-- Opening Marker --

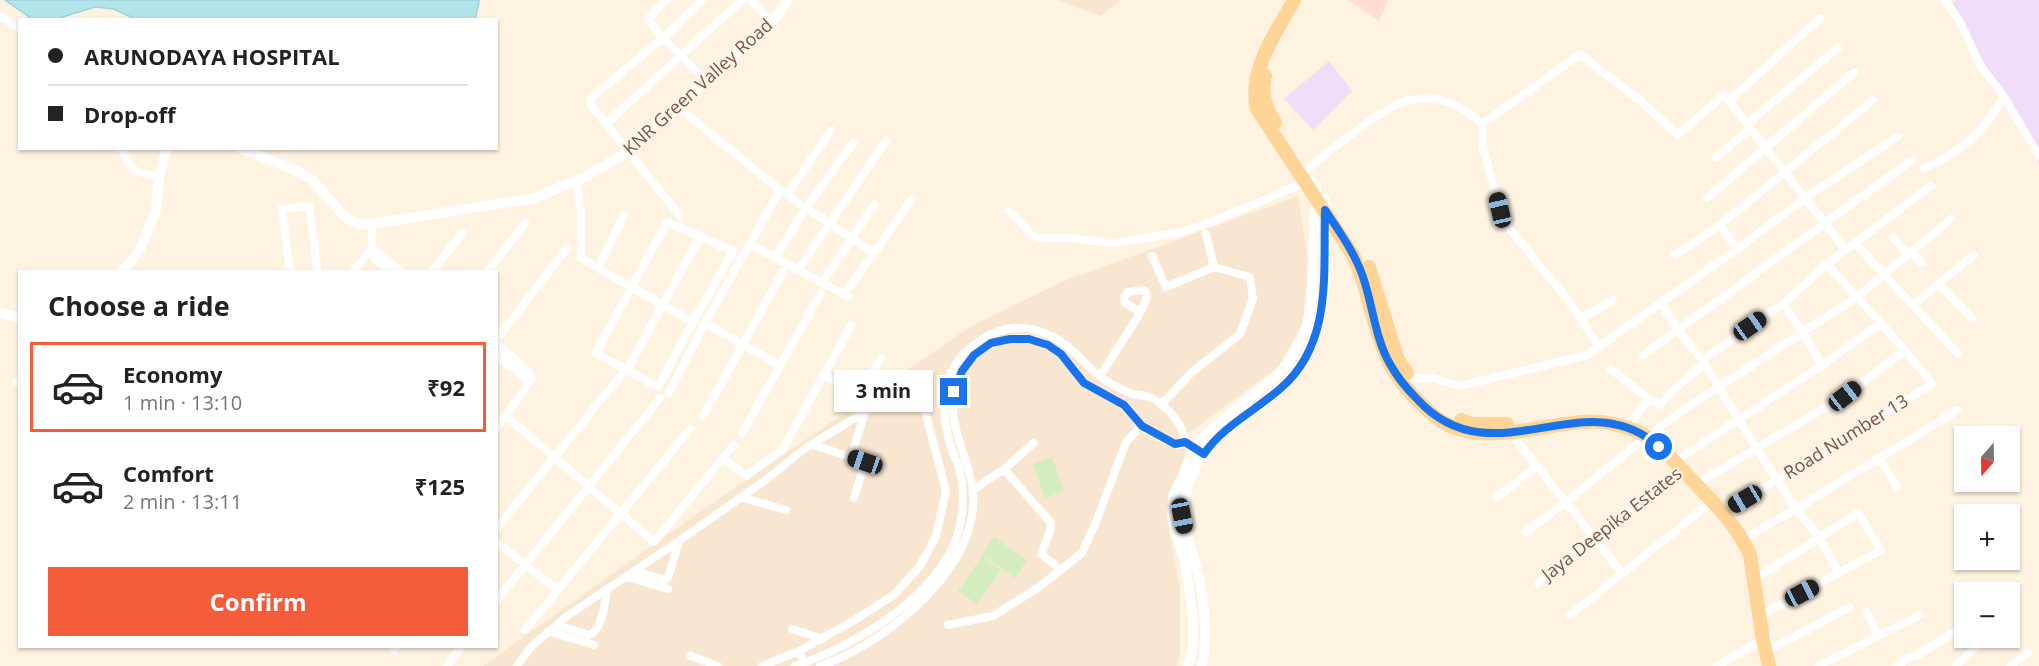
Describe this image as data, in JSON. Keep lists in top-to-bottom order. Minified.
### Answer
{"streets":{"street":["KNR Green Valley Road","Road Number 13","Jaya Deepika Estates"]},"north":"bottom","page":{"banner":["ARUNODAYA HOSPITAL","Drop-off"],"heading":"Choose a ride","list":[{"name":"Economy","note":"1 min · 13:10","value":"₹92"},{"name":"Comfort","note":"2 min · 13:11","value":"₹125"}],"bubble":"3 min","map_buttons":["+","−"],"buttons":"Confirm"}}
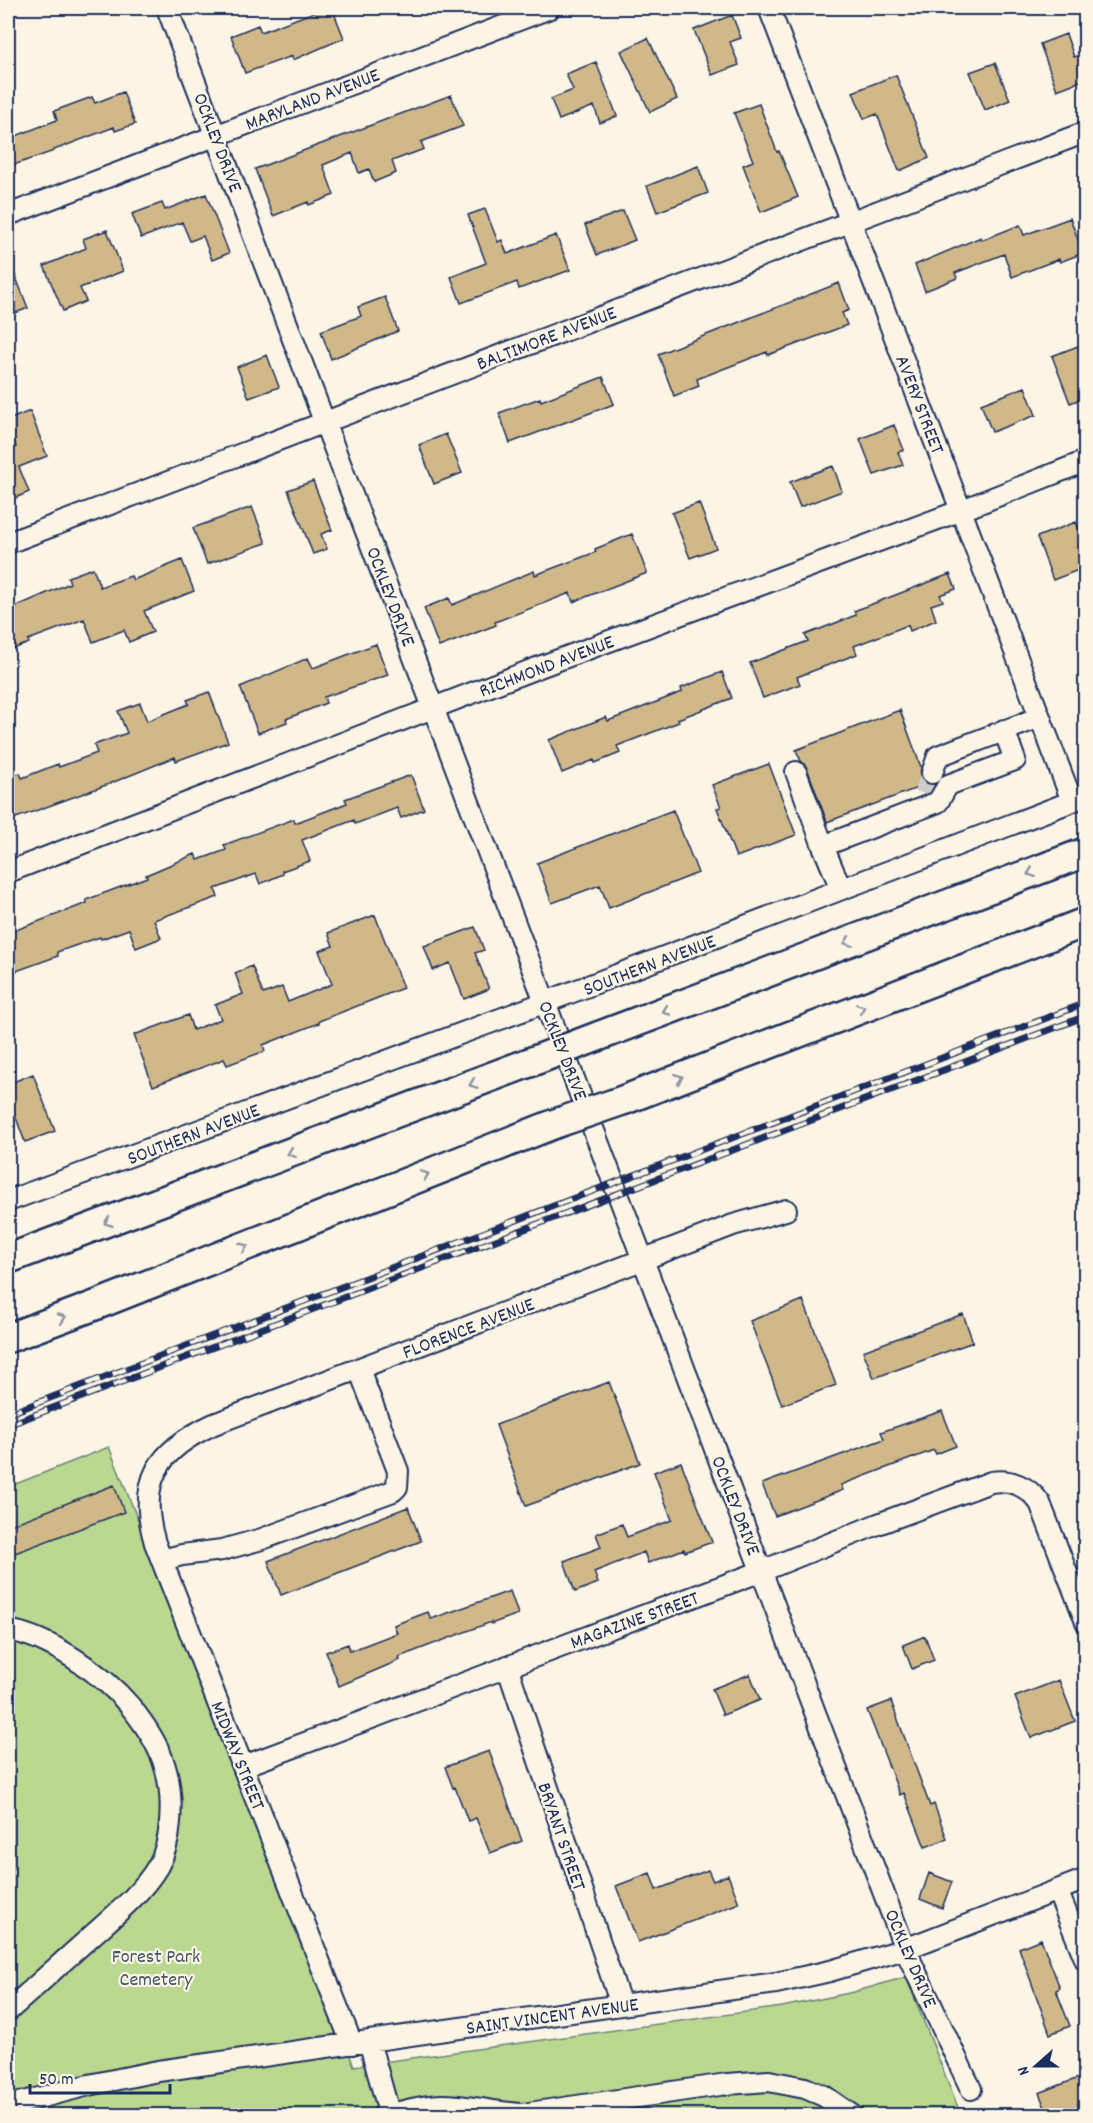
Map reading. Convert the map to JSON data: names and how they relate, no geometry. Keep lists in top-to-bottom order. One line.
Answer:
{"streets":{"street":["MARYLAND AVENUE","OCKLEY DRIVE","BALTIMORE AVENUE","AVERY STREET","RICHMOND AVENUE","SOUTHERN AVENUE","FLORENCE AVENUE","MAGAZINE STREET","MIDWAY STREET","BRYANT STREET","SAINT VINCENT AVENUE"]},"crossings":[["MARYLAND AVENUE","OCKLEY DRIVE"],["OCKLEY DRIVE","BALTIMORE AVENUE"],["OCKLEY DRIVE","RICHMOND AVENUE"],["OCKLEY DRIVE","SOUTHERN AVENUE"],["OCKLEY DRIVE","FLORENCE AVENUE"],["OCKLEY DRIVE","MAGAZINE STREET"],["OCKLEY DRIVE","SAINT VINCENT AVENUE"],["BALTIMORE AVENUE","AVERY STREET"],["AVERY STREET","RICHMOND AVENUE"],["AVERY STREET","SOUTHERN AVENUE"],["FLORENCE AVENUE","MIDWAY STREET"],["MAGAZINE STREET","MIDWAY STREET"],["MAGAZINE STREET","BRYANT STREET"],["MIDWAY STREET","SAINT VINCENT AVENUE"],["BRYANT STREET","SAINT VINCENT AVENUE"]],"parks":["Forest Park Cemetery"],"scale_bar":"50 m","north":"left"}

-- Closing Marker --

## TASK DIRECTIONS
An exact, line-for-line copy is required: from the line containing "Map reading. Convert" through the final line of the listing above, both included, with nothing else.

## EXERCISE OUTPUT
Map reading. Convert the map to JSON data: names and how they relate, no geometry. Keep lists in top-to-bottom order. One line.
Answer:
{"streets":{"street":["MARYLAND AVENUE","OCKLEY DRIVE","BALTIMORE AVENUE","AVERY STREET","RICHMOND AVENUE","SOUTHERN AVENUE","FLORENCE AVENUE","MAGAZINE STREET","MIDWAY STREET","BRYANT STREET","SAINT VINCENT AVENUE"]},"crossings":[["MARYLAND AVENUE","OCKLEY DRIVE"],["OCKLEY DRIVE","BALTIMORE AVENUE"],["OCKLEY DRIVE","RICHMOND AVENUE"],["OCKLEY DRIVE","SOUTHERN AVENUE"],["OCKLEY DRIVE","FLORENCE AVENUE"],["OCKLEY DRIVE","MAGAZINE STREET"],["OCKLEY DRIVE","SAINT VINCENT AVENUE"],["BALTIMORE AVENUE","AVERY STREET"],["AVERY STREET","RICHMOND AVENUE"],["AVERY STREET","SOUTHERN AVENUE"],["FLORENCE AVENUE","MIDWAY STREET"],["MAGAZINE STREET","MIDWAY STREET"],["MAGAZINE STREET","BRYANT STREET"],["MIDWAY STREET","SAINT VINCENT AVENUE"],["BRYANT STREET","SAINT VINCENT AVENUE"]],"parks":["Forest Park Cemetery"],"scale_bar":"50 m","north":"left"}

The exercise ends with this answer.